Gap Inc. just pulled a move that has Wall Street scratching its head—and its stock price is taking the hit. The company delivered a solid Q1 2025 performance, topping earnings estimates and reporting positive same-store sales for the fifth straight quarter. But here’s the kicker: Gap slid in a hidden detail about potential $300 million in new U.S. tariffs — and then decided not to include that bombshell in its financial forecast.

In a market that thrives on transparency and clarity, this surprise omission didn’t sit well with investors. Shares of Gap (NYSE: GPS) nosedived over 16% in after-hours trading as Wall Street digested the gap (pun intended) between what the company said and what it didn’t.
Gap’s Hidden $300M Shock: Wall Street Reacts
Detail | Description |
---|---|
Company | Gap Inc. (NYSE: GPS) |
Q1 2025 EPS | $0.51 vs $0.14 estimated |
Revenue | $3.39 billion |
Same-store Sales | +2% overall; Gap +5%, Old Navy +3% |
Stock Reaction | -16% in after-hours trading |
Tariff Risk | Up to $300 million, not included in forecast |
Gap Inc. is at a crossroads. With strong Q1 numbers in the bag, the retailer is clearly on the mend. But the surprise tariff risk and lack of transparency in its forecast is a big red flag. Investors now have to weigh short-term market turbulence against the company’s long-term potential.
If Gap wants to keep the market on its side, it better tighten up its forecasting game—because Wall Street doesn’t like to play blindfolded.
What’s the Big Deal About These Tariffs?
Gap acknowledged the potential $250 million to $300 million in added costs due to possible U.S. tariffs, mainly from renewed pressure on goods sourced from China. While the company mentioned mitigation strategies, it didn’t factor these figures into its 2025 forecast.

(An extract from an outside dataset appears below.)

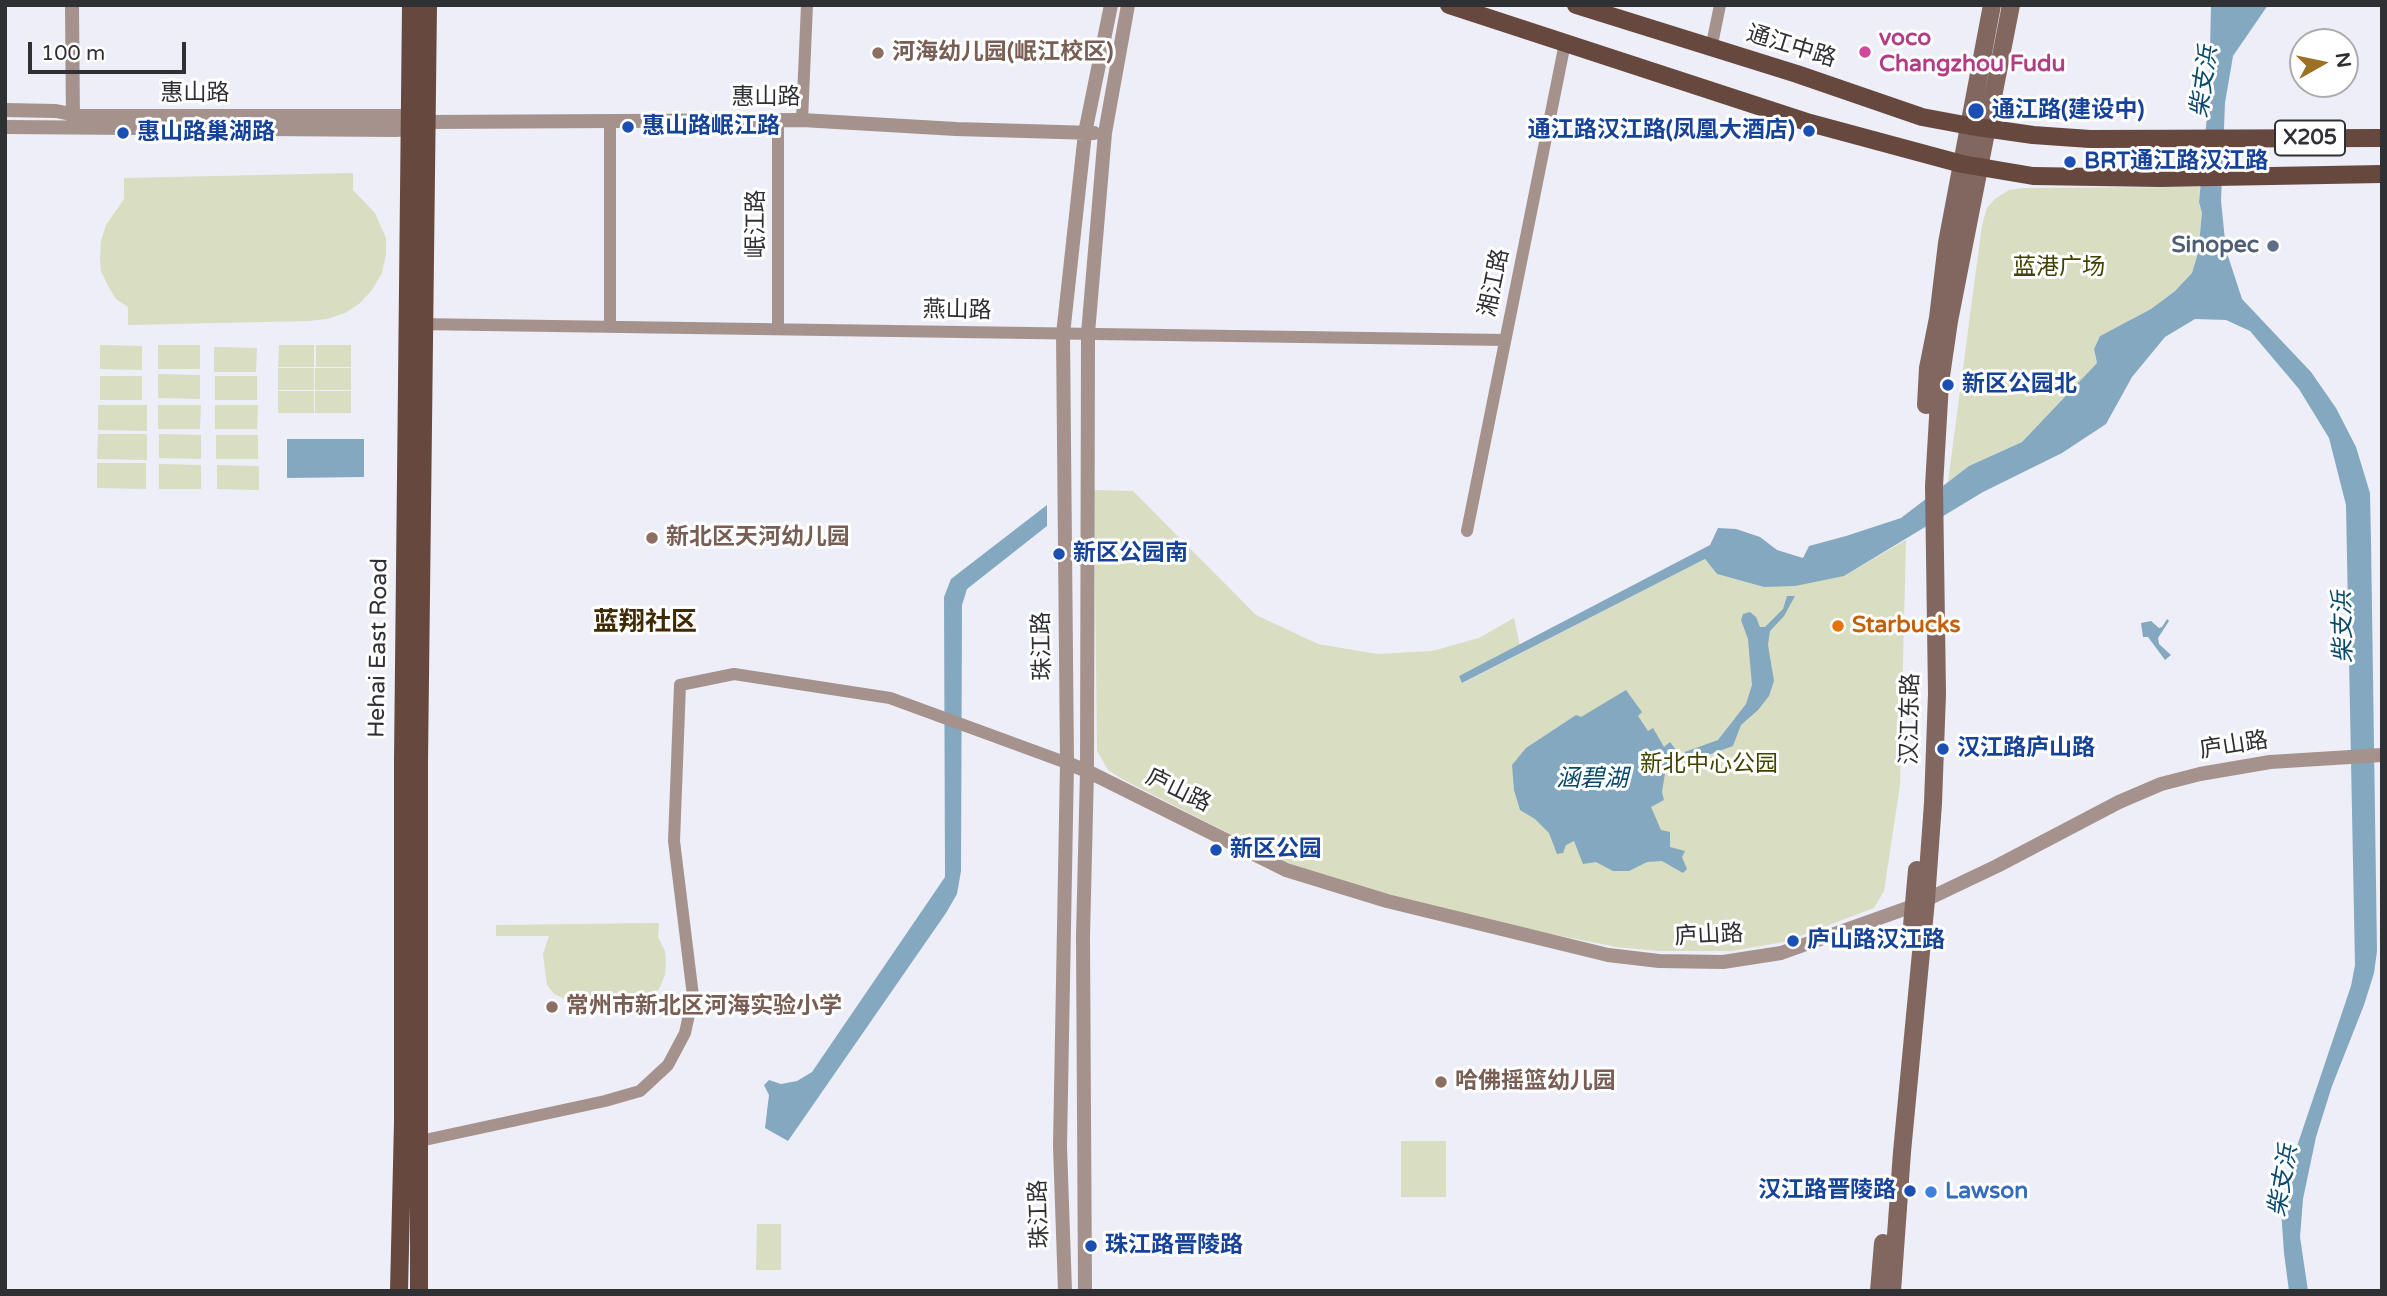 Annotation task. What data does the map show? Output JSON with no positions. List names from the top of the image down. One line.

That means investors are staring down the barrel of a forecast that might be, well, too optimistic. Tariffs could shave off as much as $150 million in operating income if mitigation efforts fall short.
Translation: Gap’s guidance might be dressing up for a party it can’t afford to throw.
Why Did Gap Exclude Tariff Costs?
Gap CFO Katrina O’Connell explained that the tariffs are still hypothetical. So, instead of updating its fiscal outlook based on a maybe, they decided to hold off. While that’s a cautious and conservative approach internally, Wall Street doesn’t like ambiguity—especially when we’re talking about nine-figure risks.
“We feel good about how we’re managing the business…but the tariffs remain an unknown,” O’Connell stated during the earnings call.
Where Gap Did Well (And Deserves Credit)
Despite the tariff drama, let’s give Gap its due. The company is showing signs of a solid turnaround:
- Old Navy and Gap brand both saw higher sales.
- Operating margin grew thanks to better inventory management.
- It’s on track to reduce Chinese sourcing to less than 3% by the end of 2025, reducing future tariff exposure.
The 5% sales growth in Gap brand alone is impressive, especially considering how stale the brand had become over the last decade.
Wall Street’s Reaction: Don’t Spring Surprises
The market hates surprises. Especially the kind where you drop a bomb about $300 million in costs and then say, “But don’t worry, it’s not in the plan.”
The result? Stock price drop. Analysts quickly adjusted their risk assessments, with some downgrading GPS until further clarity emerges. Even if Q1 was a win, trust took a hit.
What Should Investors Do Now?
If You’re Holding GPS Stock:
- Be aware that volatility could persist.
- Watch for updates on tariffs and mitigation strategies.
- Expect more analyst revisions soon.
If You’re Considering Buying In:
- The stock may be undervalued if tariffs never materialize or are less than expected.
- But it’s a gamble without clear forward guidance.
- Look for safer entries when the company updates its forecast.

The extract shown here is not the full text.